How will bankruptcy affect my credit?
Bankruptcy may appear on your credit record for ten years, making it harder for you to get credit during that time. However, if you are considering bankruptcy then your credit might already be poor. If that is the case, filing bankruptcy can make it easier for you to obtain credit by discharging many of your former debts.
- The State Bar Lawyer Referral Service may provide you with contact information for attorneys who provide the type of assistance you are seeking, for a fee. You can contact the State Bar Lawyer Referral Service at (406) 449-6577 or montanabar.org.
- Montana Legal Services Association (MLSA) provides free civil, non-criminal legal help to eligible clients. Learn more about how to apply for free legal help in Montana.

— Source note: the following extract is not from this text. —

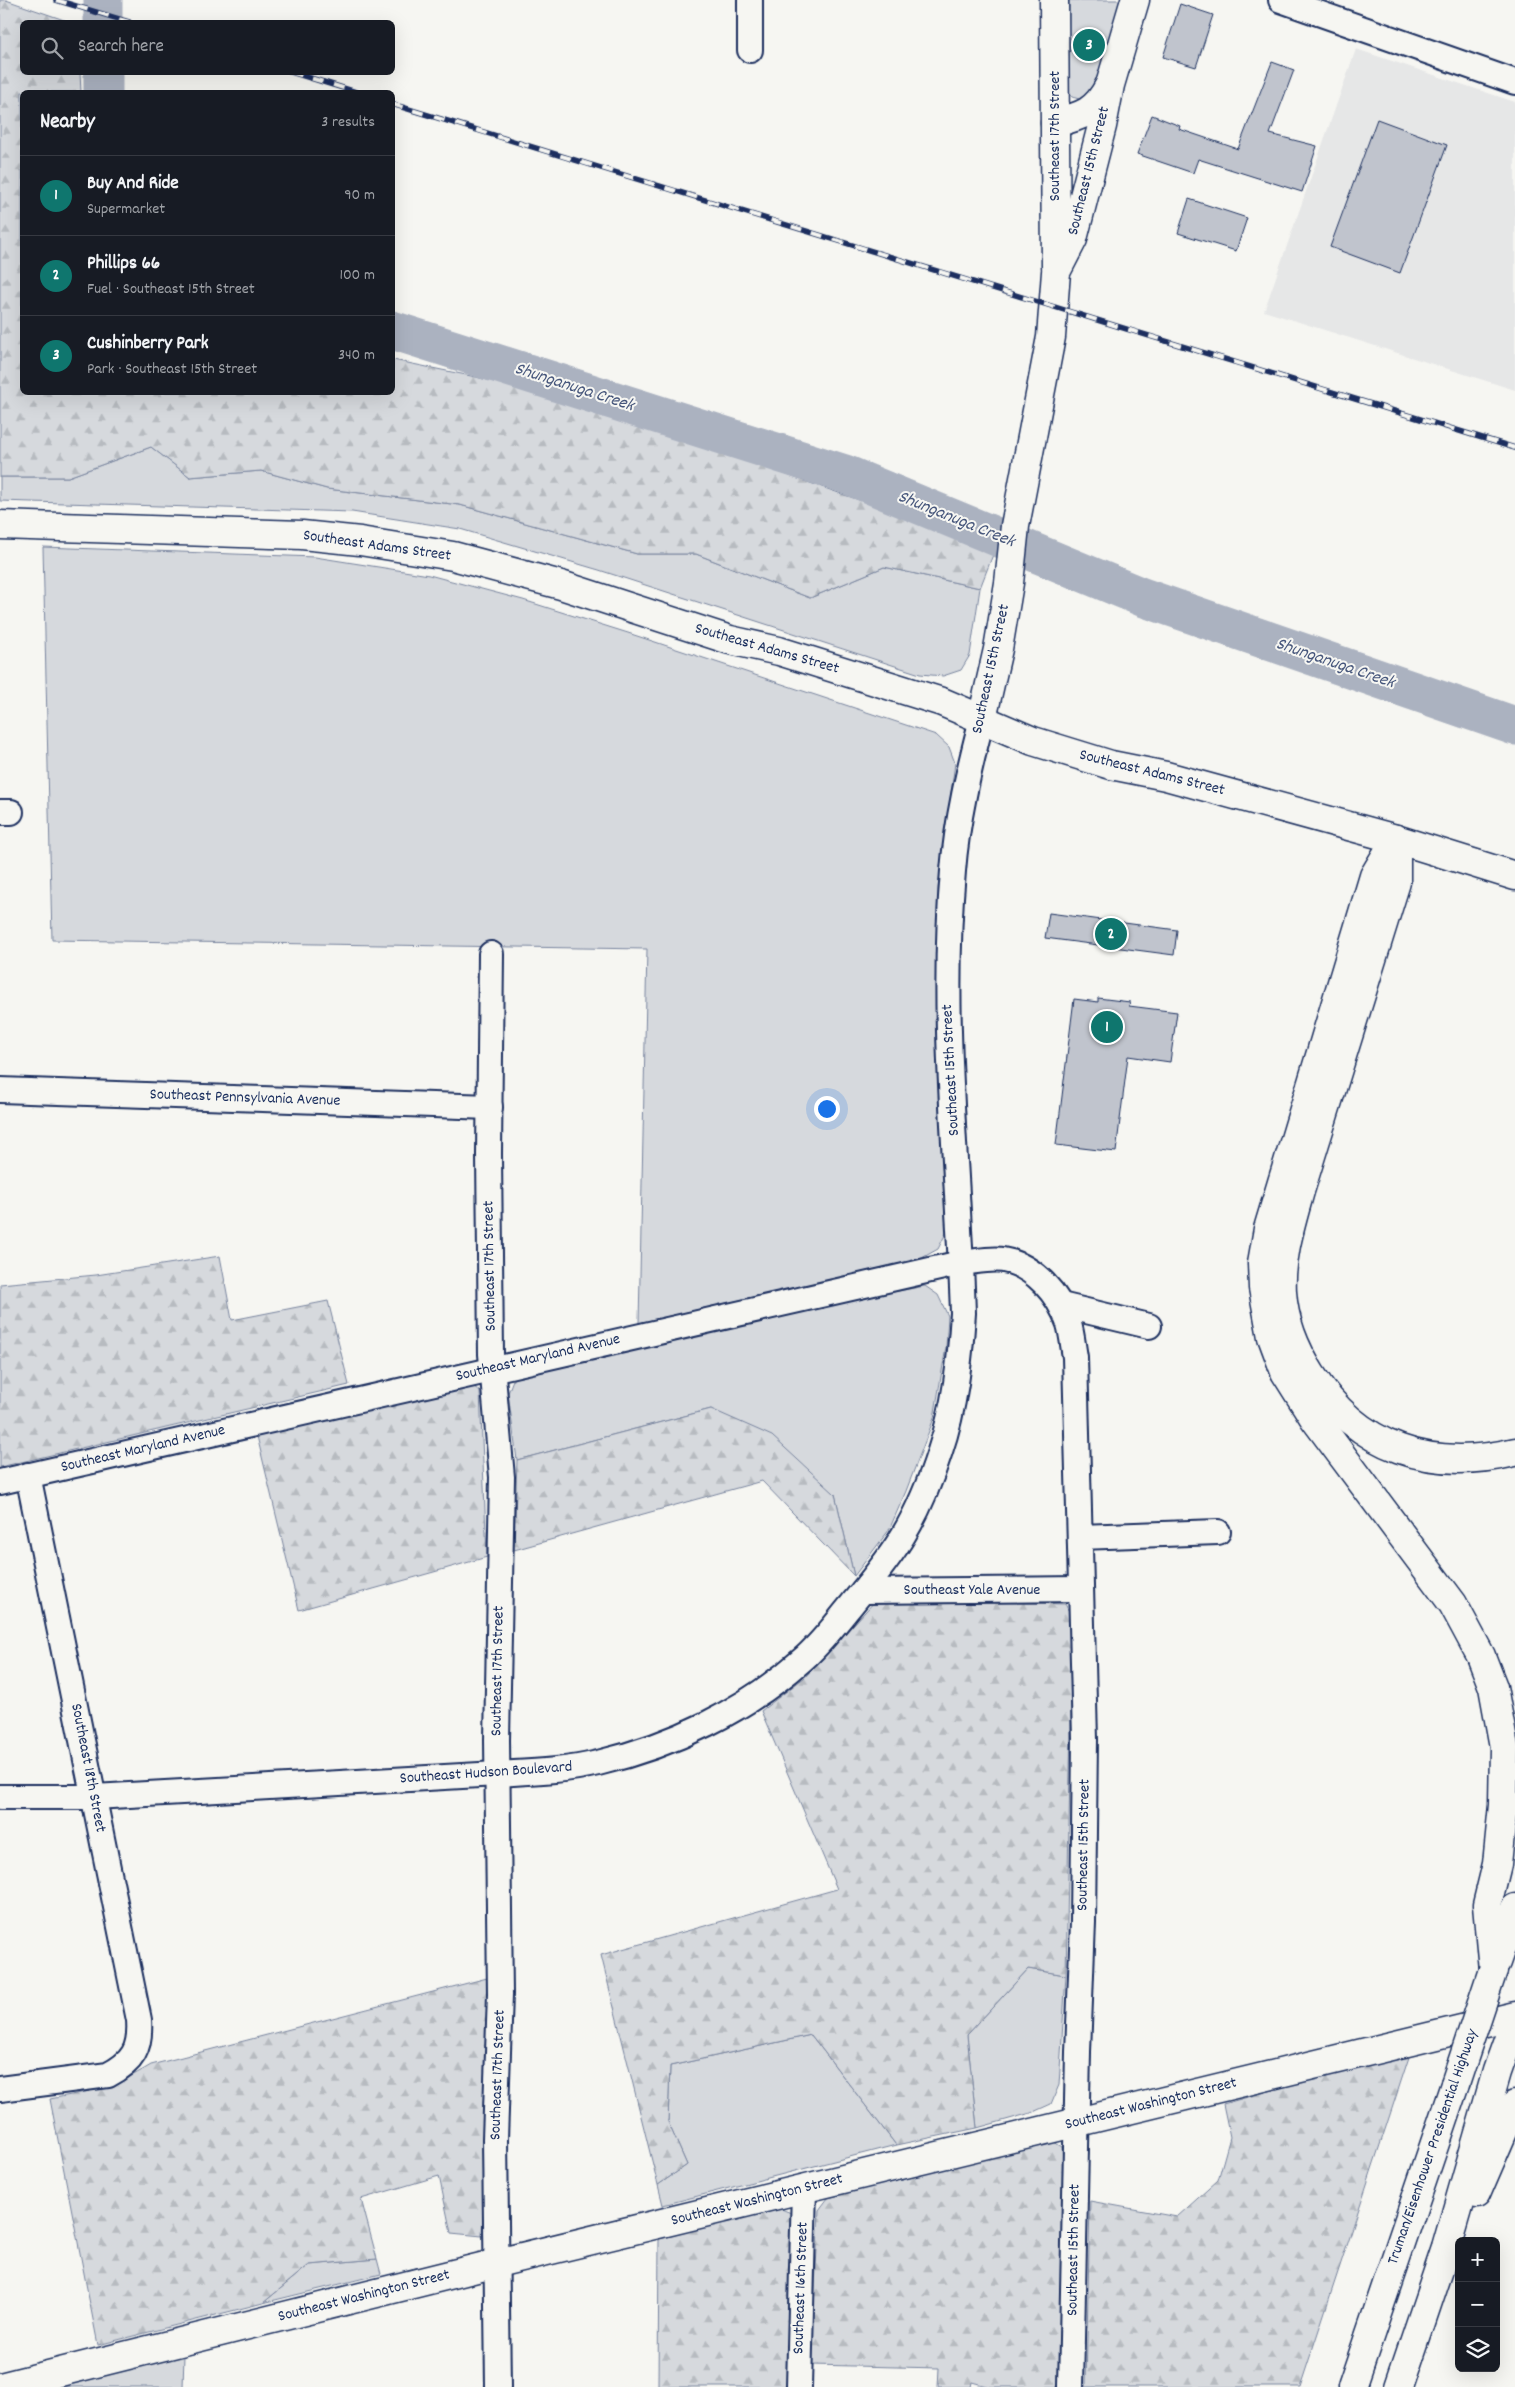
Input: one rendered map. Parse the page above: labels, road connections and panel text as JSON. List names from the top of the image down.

- If you need to file Chapter 7 bankruptcy, you may be able to file your bankruptcy through Upsolve. Upsolve is a national non-profit that helps people file for Chapter 7 bankruptcy at no cost. Read about whether Chapter 7 bankruptcy is right for you and visit Upsolve's web site to see if you qualify.
- Go to our Checklist and Steps to Get Started on Filing for Bankruptcy.
- Find a checklist of the Montana Bankruptcy Court forms you’ll need to file for a Chapter 7.
Financial counseling can help you understand your financial situation and options. The Department of Housing and Urban Development (HUD) trains and certifies non-profit housing counselors across the country. Because of this, you can have confidence that a HUD-approved housing counselor is well equipped to help you understand and evaluate your options. HUD-approved housing counselors can give advice on credit issues, renting, foreclosures, defaults, and buying a home. You can find a HUD-certified counselor near you.